Over the last year and a half, more than 270 million newer bank accounts have been opened with more than 665 billion rupees coming into formal banking.2 If this weren’t enough, all these accounts are linked to the biometric information, increasing efficiency in processes ranging from tax audits to transfer of welfare money and the elimination of middlemen.
- World’s Largest Interface Connecting Biometrics to Daily Transactions: IndiaStack
In 2016, India launched its own Dropbox, basically a vault secured by users’ biometrics to save and share all the information needed for daily transactions. It is called IndiaStack.
This interface is a one-stop shop available at the swipe of a thumb for all daily transactions a citizen needs to do—opening a bank account, buying and selling securities, paying bills, transferring money. This biometric connection will make India’s economy much more efficient.
- World’s Biggest Liquidity Crunch: Demonetization
Prime Minister Narendra Modi’s bold step to demonetize 86% of currency3 in November 2016 seems to have accelerated India’s economy toward cashless transactions.
Digital transactions increased 1,000% in December 2016.4 This also recapitalized India’s banks with a much-needed $100 billion and widened the government’s tax collection.
Thus, as India quietly lays the foundation to re-engineer its economic machine, we have an economy that is close to breakout velocity. While many talk of moving toward digital currencies, India has taken the most aggressive steps to formalize and digitize its entire economy.
Why Investors May Be Under-Weighting India
This all leads to a key question: Am I allocating to India correctly?
Investors often paint EM as one block and benchmark to the MSCI Emerging Markets Index. While this may give them very broad market cap EM exposure, it does not give them true economic exposure. In my opinion, investors are under-weighting India by allocating to the MSCI EM Index. Here is why:
India’s contribution to EM nominal GDP is around 17%; however, compared to its economic size, its allocation in MSCI EM is nearly half (i.e., 8.8%).5
Investors Under-Weighting India by Tracking MSCI Emerging Markets (EM) Index
Even if we forget about the impact of current reforms on future economic growth, we are still under-weighting India by tracking a market capitalization-weighted index like the MSCI EM Index.

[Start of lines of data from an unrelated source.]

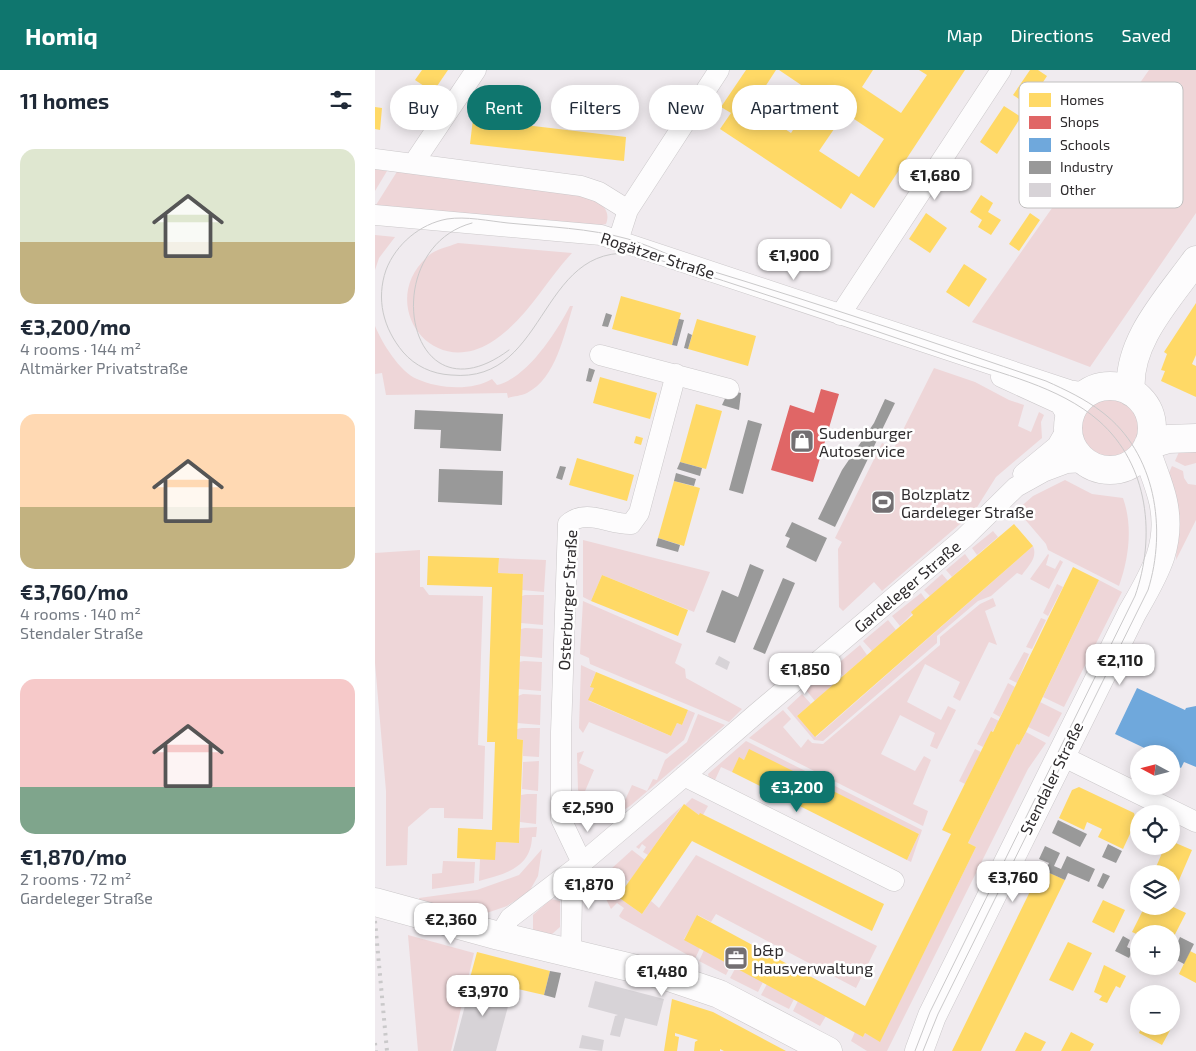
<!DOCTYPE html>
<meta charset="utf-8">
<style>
:root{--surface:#fff;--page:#f2f2f3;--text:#1f2937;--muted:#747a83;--accent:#0f766e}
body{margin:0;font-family:"Exo 2",sans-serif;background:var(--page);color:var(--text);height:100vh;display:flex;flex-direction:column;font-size:19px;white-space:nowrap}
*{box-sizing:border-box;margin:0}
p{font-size:16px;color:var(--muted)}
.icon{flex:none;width:28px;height:28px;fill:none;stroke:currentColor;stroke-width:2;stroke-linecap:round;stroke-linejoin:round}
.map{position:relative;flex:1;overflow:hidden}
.drawer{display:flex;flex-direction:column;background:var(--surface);width:375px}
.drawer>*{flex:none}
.top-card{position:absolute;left:15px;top:15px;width:475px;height:45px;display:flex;gap:10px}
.needle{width:32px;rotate:277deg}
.buttons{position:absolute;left:755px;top:675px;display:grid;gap:10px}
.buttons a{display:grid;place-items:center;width:50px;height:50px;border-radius:50%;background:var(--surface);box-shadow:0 2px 12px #0003;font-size:25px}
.price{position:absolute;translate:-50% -42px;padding:0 11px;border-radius:10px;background:#fff;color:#222;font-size:16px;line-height:32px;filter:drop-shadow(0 1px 2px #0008)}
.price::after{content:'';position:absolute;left:50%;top:30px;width:15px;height:11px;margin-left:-8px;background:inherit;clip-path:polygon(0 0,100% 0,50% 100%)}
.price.selected{background:var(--accent);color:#fff}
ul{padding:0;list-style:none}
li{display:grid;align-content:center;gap:10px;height:265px;padding:0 20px}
li span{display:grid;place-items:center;height:155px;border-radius:15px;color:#555}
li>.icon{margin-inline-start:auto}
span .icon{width:90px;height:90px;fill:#fffc;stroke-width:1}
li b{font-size:21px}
h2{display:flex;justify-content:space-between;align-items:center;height:60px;padding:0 20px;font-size:21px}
.tag{padding:0 18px;border-radius:22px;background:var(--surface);box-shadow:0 2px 12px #0003;font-size:18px;line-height:45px}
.tag.selected{background:var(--accent);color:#fff}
header{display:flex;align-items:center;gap:30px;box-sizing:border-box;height:70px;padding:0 25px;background:var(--accent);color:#fff}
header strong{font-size:24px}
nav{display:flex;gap:28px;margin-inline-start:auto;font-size:18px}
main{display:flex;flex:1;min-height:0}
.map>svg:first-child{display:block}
.green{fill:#eed6d8}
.homes{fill:#ffd966;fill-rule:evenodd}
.shops{fill:#e06666}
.schools{fill:#6fa8dc}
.industry{fill:#999}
.building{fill:#d7d3d7}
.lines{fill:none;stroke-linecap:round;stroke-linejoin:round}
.street-casing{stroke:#cbc8ca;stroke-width:21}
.secondary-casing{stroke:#cbc8ca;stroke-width:29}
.street{stroke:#fdfcfd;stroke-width:20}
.secondary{stroke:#fdfcfd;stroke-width:28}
.tram{stroke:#cac9ca;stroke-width:1}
.rail{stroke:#cac9ca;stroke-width:4;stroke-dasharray:2.5 5;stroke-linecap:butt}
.labels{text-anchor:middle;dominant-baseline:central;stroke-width:5;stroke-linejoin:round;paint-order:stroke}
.street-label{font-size:16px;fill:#2f2c2e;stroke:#fff}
.poi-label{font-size:16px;fill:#2f2c2e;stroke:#fff;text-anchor:start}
.key{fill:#fff;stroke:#c1c0c0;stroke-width:1}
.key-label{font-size:14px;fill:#2f2c2e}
</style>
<header>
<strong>Homiq</strong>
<nav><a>Map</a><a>Directions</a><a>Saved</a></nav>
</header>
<main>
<section class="drawer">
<h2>11 homes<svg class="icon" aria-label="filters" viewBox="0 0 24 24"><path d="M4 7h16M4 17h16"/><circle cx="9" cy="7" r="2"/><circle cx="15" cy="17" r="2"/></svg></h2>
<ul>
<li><span style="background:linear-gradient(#dfe7d0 60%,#c2b280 0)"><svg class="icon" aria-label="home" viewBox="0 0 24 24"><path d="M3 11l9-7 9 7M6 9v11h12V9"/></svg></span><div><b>€3,200/mo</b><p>4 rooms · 144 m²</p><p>Altmärker Privatstraße</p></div></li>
<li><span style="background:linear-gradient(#ffd9b3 60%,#c2b280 0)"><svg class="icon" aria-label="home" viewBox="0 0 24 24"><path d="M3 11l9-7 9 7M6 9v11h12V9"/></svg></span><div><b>€3,760/mo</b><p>4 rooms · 140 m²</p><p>Stendaler Straße</p></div></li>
<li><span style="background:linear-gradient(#f6c9c9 70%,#7fa58c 0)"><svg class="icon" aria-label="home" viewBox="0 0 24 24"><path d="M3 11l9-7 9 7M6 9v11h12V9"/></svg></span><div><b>€1,870/mo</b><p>2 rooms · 72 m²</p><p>Gardeleger Straße</p></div></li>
</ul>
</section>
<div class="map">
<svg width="821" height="981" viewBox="0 0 821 981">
<rect width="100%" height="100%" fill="#f0ebef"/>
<path class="green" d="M774,0H821V143L715,297L597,252Z
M0,99L12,101L0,121Z
M23,100L205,124C218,130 238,135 231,154L222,156L1,135Z
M0,165L20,167L4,188L0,200Z
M83,173L197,183C169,213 151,251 115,273C55,309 2,233 52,187C60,179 73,177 83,173Z
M195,236H198C189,265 181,308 152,323C146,326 139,326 133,328L132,323L11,325L7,303L0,304V256C7,273 25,302 42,309C64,319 97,321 117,309L122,315C152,308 181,263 195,236Z
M559,298L600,312L634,330L649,335L643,356L656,362L664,342L669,345L666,352L667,368L621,407L599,442L507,521L499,512L468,541L464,537L463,479L467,472L460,468L507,373L519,378Z
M703 358a33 33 0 1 1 66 0a33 33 0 1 1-66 0Z
M821,381V393L810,396L800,391L804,382Z
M797,396L808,401L809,408L813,414L821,415V450L801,490L803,455L793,405Z
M690,410L717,424L748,428C758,456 754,488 744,516L673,480L671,474L642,440L658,426Z
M618,461L623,467L602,485L597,478Z
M208,470L335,502L319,542L227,505L216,531L208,527Z
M658,476C663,488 653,496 647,505L642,503L616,526L603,531L562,566V573L448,671L439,670L412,638L427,624L436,634L422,646L441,667Z
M45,480V517H48L54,525L108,526L103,675L110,676L108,749L69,748V738H55L33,757L32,795L11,796V721L0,593V483Z
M590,484L595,491L577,507L571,500Z
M673,484L674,485L671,495L680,499L685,490L688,492L674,519L655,509Z
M124,488L171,490L169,522L147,520L148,504L123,503Z
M567,504L573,511L555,526L549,520Z
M724,510L747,522L689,637L668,627Z
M682,514L688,517L673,546L668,543Z
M546,523L551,530L525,556L517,546Z
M150,525H169L168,555L146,553L147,526Z
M618,528L621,536L610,541L622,575L614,572L585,631L578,627L585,612L550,594L532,632L566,650L573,636L581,640L562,679L555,676L560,663L525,645L506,684L540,701L549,686L556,690L538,734L553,741L548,756L374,668L408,640L416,649L408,657L426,678L433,669L437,673L448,674L565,575V567L605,534Z
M208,531L307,574L300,593L310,599L311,608L367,639L354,652L215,594L214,588L205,584Z
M666,548L671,550L657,579L651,577Z
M513,550L521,560L497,581L488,571Z
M150,558L168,559L167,588L145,586L146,559Z
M485,575L492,585L468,606L460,596Z
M649,582L654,584L642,613L634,609Z
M149,591L167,592L166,621L143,619L144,592Z
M206,595L221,602L215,616L219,618L214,631L296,666L302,653L307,655L313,640L320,643L309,670L292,684L214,652L208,663L204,658Z
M456,599L464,609L440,631L431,620Z
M633,613L640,617L625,647L618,643Z
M148,624L166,625L165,655L142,653L143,626Z
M665,632L687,643L674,667L653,657Z
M323,644L350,655L255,736C241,746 231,744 217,735L214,737L203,720L202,683L209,681L204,693L219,700L208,726L245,741L257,715L272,721L278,709L282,710L290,690L312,672Z
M616,647L624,651L608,677L602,674Z
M147,658H165L164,687L148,686V670L142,669V659Z
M651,662L671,673L653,699L512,981H492L476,971L480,962L488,967L490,963L505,971L601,777L593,773L642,674L644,675Z
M371,671L547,760L536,792L532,790L544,764L374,680L369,690L364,688L357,702L346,697L340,710L334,708L333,704Z
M600,679L606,682L590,714L584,711Z
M164,691L163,721L147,719L148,692Z
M152,724H162L161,754L145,752L146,725Z
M317,728L333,736L328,745H324L310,735Z
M307,736L273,785L268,782L271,777L267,774L264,779L261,777Z
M162,757L161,767H157C156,799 128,804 104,811L105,789L121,772L144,773L145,758Z
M167,779L163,806L154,822L132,836L103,846L45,835L44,828L102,820L144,805Z
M257,780L270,790L254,812L245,805L248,801L243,798L240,802L236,799Z
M321,785L502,876L481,918L341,844L336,852L323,845L309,869L325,878L320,889L246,848L244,846L249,838L242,833L236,839L226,819L232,804L251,817L243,827L267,844L276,831L284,838Z
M68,791L100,792L99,813L57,819V804L67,803Z
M176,829L185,831V857L176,865L158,861V845Z
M33,865L99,883L76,981H43Z
M329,880L356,895L351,905L324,891Z
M361,897L388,912L383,922L355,908Z
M392,914L419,929L414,939L386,925Z
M423,931L451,946L445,956L418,941Z"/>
<path class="homes" d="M47,0H73L58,22L40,10Z
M371,0H401L377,37L416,63L441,25L404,0H498L487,17L526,43L552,5L544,0H590L499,138L476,123L466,139L345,59L356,43L346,37ZM470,43L509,69L484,107L444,81Z
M655,0H663L672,6L653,35L638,25Z
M629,36L646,47L622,84L605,72Z
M0,37L7,38L5,60L0,59Z
M98,49L251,67L249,91L95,74Z
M606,125L618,133L613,142L626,150L616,165L603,157L607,150L595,142Z
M551,143L572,158L555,183L534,169Z
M655,143L665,150L644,181L634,174Z
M589,194L612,209L594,237L571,222Z
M246,226L306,243L297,275L237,259Z
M821,233V285L817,294L821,296V327L786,311L790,301L786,300L792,284L789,282Z
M322,249L381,266L373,296L313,279Z
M225,307L282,323L275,349L218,333Z
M321,334L347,341L331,399L305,392Z
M261,366L268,368L266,375L259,373Z
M202,388L259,405L252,431L194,415Z
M299,411L325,418L309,476L283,468Z
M639,454L658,476L440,667L422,646L538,545L536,542Z
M53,486L124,488L123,503L148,504L142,669L148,670L144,773L121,772L120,790L82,788L83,758L117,760L120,672H112L117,517L52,515Z
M698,497L724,510L651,662L644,675L642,674L593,773L601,777L505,972L490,963L488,967L309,870L322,845L490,936L576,764L567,760L616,661L618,662Z
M227,505L313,540L303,566L216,531Z
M221,602L313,640L307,655L302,653L296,666L213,630L219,618L215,617Z
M374,679L544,764L532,790L357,702L364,687L369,690Z
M704,717L759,743L761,751L748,779L723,767L727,759L712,752L709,760L684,748L697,720Z
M309,734L324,745L325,743L331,746L509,834L497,861L317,771L267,844L243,827Z
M796,771L817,780L801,817L796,815V804H778L790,776H796Z
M666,799L690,810L606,981H577Z
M728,830L750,840L739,863L717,852Z
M770,836H796L811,843L796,872V864L764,865L757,862Z
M693,872L717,883L698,921L674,910Z
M815,881L821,884V913L804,904Z
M102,882L175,901L169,925L95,908Z
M729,895L751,906L745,918L741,916L732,933L724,930L727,926L719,922Z
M297,929L338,942L411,981H349L345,979V981H319L320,972L323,970L300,963V966L304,967L302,981H289Z
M796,951L799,953L787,975L764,963L767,956H796Z
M650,962L671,972L666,981H640Z
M696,962L719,974L715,981H686Z"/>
<path class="shops" d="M446,319L464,324L438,412L396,400L415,335L439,343Z"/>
<path class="schools" d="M762,618L810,640L811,638L821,636V697L809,692L806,698L796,693V684H782L740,664Z"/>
<path class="industry" d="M231,243L237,245L233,257L227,256Z
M304,249L309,250L302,276L297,275Z
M313,263L317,265L313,279L309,278Z
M214,298L220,300L216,312L211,311Z
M354,320L366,323L364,340L347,335Z
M510,329L520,333L460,457L443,449L467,400L499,353Z
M40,340L128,344L126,381L65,378L66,360L39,359Z
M373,350L387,354L368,424L354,420Z
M305,392L327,398L325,406L302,399Z
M185,396L191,397L187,410L181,408Z
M64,399L128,401L127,435L63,432Z
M301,403L321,409L319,416L299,411Z
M417,452L452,468L441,492L411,477L415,468L410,466Z
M283,468L305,475L303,482L281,476Z
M375,494L389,500L360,573L331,562L347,520L363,527Z
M408,508L420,513L390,584L378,579Z
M683,750L712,764L705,777L677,763Z
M733,774L747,781L741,793L727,787Z
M670,776L685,783L679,796L686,799L692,786L720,799L714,812L693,803L690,810L670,801L674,793L664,789Z
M728,803L735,806L728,819L722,816Z
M748,866L755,870L752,877L758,880L754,888L740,881Z
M805,867L819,874L809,894L796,887Z
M175,901L186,903L180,928L169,925Z"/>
<path class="building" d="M344,586L355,592L352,600L340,594Z
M97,909L138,918L121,981H78Z
M220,911L289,929L282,956L250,948L245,967L235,965L240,946L243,945L213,937Z
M207,965L229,970L227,981L204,978Z"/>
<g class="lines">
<g class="street-casing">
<path id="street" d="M0,89L206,116L224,122L253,140
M38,94L101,0
M0,145L226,165L694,320L712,323
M243,171L253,140L344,0
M465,245L626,0
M225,285L354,319
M626,307L685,334L694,349
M648,404L682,376L693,357
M687,686L821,752
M309,706L519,811
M207,793L186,749V662L193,454C211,438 235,455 256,454L264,443L301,304
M124,866L135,848L207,793L299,715L382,643L589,468L641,417L668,402L692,393L710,392
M196,883L197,823L207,793"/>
</g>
<g class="secondary-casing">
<path id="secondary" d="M693 358a42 42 0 1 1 84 0a42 42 0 1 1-84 0Z
M756,322C751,272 794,228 821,190
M773,375L793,369L821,368
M0,832L124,866L291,906L344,924L453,981
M544,981L557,946L757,543C778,506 798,476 788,431C784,413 776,396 771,379"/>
</g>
<use href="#street" class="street"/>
<use href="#secondary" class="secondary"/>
<path class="tram" d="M97,153C0,179 31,357 134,280
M540,981L555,942L760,526C781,467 774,395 724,351C684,316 626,304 577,287C476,252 374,219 272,186C162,161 177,315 76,305C57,304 40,296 28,282C8,258 1,229 11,200C21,174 45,154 72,149C91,146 114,151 133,153C173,157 214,158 253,169C279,177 304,190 330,199C445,234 558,272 671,311C691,320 710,329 727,342C781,383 792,459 773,520L563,944L548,981"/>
<path class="rail" d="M0,851L12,981
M0,973L1,981"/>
</g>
<defs>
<g id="shop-square" transform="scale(1.25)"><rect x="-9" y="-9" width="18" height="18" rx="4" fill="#736f72" stroke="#fff"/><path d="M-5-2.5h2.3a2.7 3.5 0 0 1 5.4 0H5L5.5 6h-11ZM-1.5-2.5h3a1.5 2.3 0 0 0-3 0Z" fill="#fff"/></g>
<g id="stadium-square" transform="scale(1.25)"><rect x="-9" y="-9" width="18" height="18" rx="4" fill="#736f72" stroke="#fff"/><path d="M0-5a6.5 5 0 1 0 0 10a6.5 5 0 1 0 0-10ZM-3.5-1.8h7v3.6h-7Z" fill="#fff"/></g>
<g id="office-square" transform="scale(1.25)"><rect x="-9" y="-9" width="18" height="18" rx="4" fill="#736f72" stroke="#fff"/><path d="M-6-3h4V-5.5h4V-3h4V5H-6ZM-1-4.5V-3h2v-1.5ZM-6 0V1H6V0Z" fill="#fff"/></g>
</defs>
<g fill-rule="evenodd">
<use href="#shop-square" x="427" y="371"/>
<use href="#stadium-square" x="508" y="432"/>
<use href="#office-square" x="361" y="888"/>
</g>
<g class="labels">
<g class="street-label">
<text transform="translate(283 185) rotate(18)">Rogätzer Straße</text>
<text transform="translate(532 516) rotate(-40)">Gardeleger Straße</text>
<text transform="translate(192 530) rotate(-87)">Osterburger Straße</text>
<text transform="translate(676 708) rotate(-64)">Stendaler Straße</text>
</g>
<g class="poi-label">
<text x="444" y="362">Sudenburger<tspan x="444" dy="18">Autoservice</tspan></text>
<text x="526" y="423">Bolzplatz<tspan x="526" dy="18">Gardeleger Straße</tspan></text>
<text x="378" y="879">b&amp;p<tspan x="378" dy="18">Hausverwaltung</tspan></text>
</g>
</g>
<rect x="644" y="12" width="164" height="126" rx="8" class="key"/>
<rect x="654" y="23" width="22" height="14" fill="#ffd966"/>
<rect x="654" y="46" width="22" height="13" fill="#e06666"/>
<rect x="654" y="68" width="22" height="14" fill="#6fa8dc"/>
<rect x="654" y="91" width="22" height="13" fill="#999"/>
<rect x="654" y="113" width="22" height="14" fill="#d7d3d7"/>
<g class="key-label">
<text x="685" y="35">Homes</text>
<text x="685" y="57">Shops</text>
<text x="685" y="80">Schools</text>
<text x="685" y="102">Industry</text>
<text x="685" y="125">Other</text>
</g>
</svg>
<div class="buttons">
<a><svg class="needle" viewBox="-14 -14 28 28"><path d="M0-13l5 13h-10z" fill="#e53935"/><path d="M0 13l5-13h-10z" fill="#747a83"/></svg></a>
<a><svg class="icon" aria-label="locate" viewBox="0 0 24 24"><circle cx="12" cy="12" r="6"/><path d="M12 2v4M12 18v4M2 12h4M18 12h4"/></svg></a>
<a><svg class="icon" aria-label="layers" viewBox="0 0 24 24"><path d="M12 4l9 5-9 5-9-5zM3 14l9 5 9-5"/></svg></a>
<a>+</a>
<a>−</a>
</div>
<b class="price" style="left:560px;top:131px">€1,680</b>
<b class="price" style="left:419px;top:211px">€1,900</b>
<b class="price" style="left:745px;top:616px">€2,110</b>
<b class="price" style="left:430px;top:625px">€1,850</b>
<b class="price selected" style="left:422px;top:743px">€3,200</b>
<b class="price" style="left:213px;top:763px">€2,590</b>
<b class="price" style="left:638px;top:833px">€3,760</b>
<b class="price" style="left:214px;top:840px">€1,870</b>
<b class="price" style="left:76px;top:875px">€2,360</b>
<b class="price" style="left:287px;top:927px">€1,480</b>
<b class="price" style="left:108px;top:947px">€3,970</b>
<div class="top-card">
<a class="tag">Buy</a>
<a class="tag selected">Rent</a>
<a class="tag">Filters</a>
<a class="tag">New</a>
<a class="tag">Apartment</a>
</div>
</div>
</main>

As India’s market opens up for foreign investors and more foreign capital comes into the economy as a result of improving sentiments and liberalization of the economy, India’s market capitalization should increase.
Thus, investors looking for a true economic exposure should likely adopt a strategic over-weight to India compared to general market capitalization-weighted benchmarks.
Usually the perception of India has been that of a country with significant potential but a very unorganized and messy system. As India networks its $2.4 trillion economy, it’s more than a trillion dollars of annual retail purchases, 1.2 billion people and 430 million Internet users6, we are witnessing a new era in the way it conducts business. This is going to remain one of the great investment opportunities of the next decade.
1Source: United Nations, as of 12/31/14.
2Source: Government of India, as of 2/28/17.
3Source: Bloomberg, as of 10/30/16.
4Source: Government of India, as of 12/31/16.
6Source: World Bank, IMF, as of 12/31/2016
Important Risks Related to this ArticleInvestments in emerging, offshore or frontier markets are generally less liquid and less efficient than investments in developed markets and are subject to additional risks, such as risks of adverse governmental regulation and intervention or political developments.
Investments focused in India increase the impact of events and developments associated with the region, which can adversely affect performance.